Transcribe every line of the records verbatim.

Available records Start Marker

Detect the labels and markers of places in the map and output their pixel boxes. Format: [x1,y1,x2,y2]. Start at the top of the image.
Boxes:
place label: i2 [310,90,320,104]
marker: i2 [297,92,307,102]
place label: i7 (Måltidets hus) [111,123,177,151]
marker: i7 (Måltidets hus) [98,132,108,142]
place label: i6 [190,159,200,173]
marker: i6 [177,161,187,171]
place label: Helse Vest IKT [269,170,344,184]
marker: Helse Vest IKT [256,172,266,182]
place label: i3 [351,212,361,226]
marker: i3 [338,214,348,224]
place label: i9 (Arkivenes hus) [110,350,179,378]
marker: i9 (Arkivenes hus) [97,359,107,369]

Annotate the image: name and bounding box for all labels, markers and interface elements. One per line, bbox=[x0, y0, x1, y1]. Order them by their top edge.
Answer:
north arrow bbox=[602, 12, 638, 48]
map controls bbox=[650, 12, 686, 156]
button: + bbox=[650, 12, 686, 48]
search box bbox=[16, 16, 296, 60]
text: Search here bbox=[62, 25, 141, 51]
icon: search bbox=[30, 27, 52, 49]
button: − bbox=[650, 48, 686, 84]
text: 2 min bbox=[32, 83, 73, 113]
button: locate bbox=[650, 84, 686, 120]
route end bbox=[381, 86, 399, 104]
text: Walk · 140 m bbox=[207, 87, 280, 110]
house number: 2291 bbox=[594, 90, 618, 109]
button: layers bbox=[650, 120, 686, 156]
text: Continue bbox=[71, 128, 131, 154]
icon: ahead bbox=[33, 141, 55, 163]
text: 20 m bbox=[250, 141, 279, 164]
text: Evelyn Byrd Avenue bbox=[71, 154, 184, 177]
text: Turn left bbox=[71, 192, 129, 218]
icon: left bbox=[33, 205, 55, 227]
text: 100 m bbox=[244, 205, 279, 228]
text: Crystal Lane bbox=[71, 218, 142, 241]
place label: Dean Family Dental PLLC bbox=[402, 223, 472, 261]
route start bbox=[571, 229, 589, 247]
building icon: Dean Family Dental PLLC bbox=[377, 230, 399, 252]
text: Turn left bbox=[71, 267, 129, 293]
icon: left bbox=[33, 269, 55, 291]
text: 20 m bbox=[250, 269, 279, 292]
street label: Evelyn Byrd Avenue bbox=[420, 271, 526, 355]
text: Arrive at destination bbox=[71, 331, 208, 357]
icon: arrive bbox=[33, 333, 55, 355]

Available records End Marker

_Result of this task_:
Detect the labels and markers of places in the map and output their pixel boxes. Format: [x1,y1,x2,y2]. Start at the top of the image.
Boxes:
place label: i2 [310,90,320,104]
marker: i2 [297,92,307,102]
place label: i7 (Måltidets hus) [111,123,177,151]
marker: i7 (Måltidets hus) [98,132,108,142]
place label: i6 [190,159,200,173]
marker: i6 [177,161,187,171]
place label: Helse Vest IKT [269,170,344,184]
marker: Helse Vest IKT [256,172,266,182]
place label: i3 [351,212,361,226]
marker: i3 [338,214,348,224]
place label: i9 (Arkivenes hus) [110,350,179,378]
marker: i9 (Arkivenes hus) [97,359,107,369]

Annotate the image: name and bounding box for all labels, markers and interface elements. One per line, bbox=[x0, y0, x1, y1]. Order them by their top edge.
Answer:
north arrow bbox=[602, 12, 638, 48]
map controls bbox=[650, 12, 686, 156]
button: + bbox=[650, 12, 686, 48]
search box bbox=[16, 16, 296, 60]
text: Search here bbox=[62, 25, 141, 51]
icon: search bbox=[30, 27, 52, 49]
button: − bbox=[650, 48, 686, 84]
text: 2 min bbox=[32, 83, 73, 113]
button: locate bbox=[650, 84, 686, 120]
route end bbox=[381, 86, 399, 104]
text: Walk · 140 m bbox=[207, 87, 280, 110]
house number: 2291 bbox=[594, 90, 618, 109]
button: layers bbox=[650, 120, 686, 156]
text: Continue bbox=[71, 128, 131, 154]
icon: ahead bbox=[33, 141, 55, 163]
text: 20 m bbox=[250, 141, 279, 164]
text: Evelyn Byrd Avenue bbox=[71, 154, 184, 177]
text: Turn left bbox=[71, 192, 129, 218]
icon: left bbox=[33, 205, 55, 227]
text: 100 m bbox=[244, 205, 279, 228]
text: Crystal Lane bbox=[71, 218, 142, 241]
place label: Dean Family Dental PLLC bbox=[402, 223, 472, 261]
route start bbox=[571, 229, 589, 247]
building icon: Dean Family Dental PLLC bbox=[377, 230, 399, 252]
text: Turn left bbox=[71, 267, 129, 293]
icon: left bbox=[33, 269, 55, 291]
text: 20 m bbox=[250, 269, 279, 292]
street label: Evelyn Byrd Avenue bbox=[420, 271, 526, 355]
text: Arrive at destination bbox=[71, 331, 208, 357]
icon: arrive bbox=[33, 333, 55, 355]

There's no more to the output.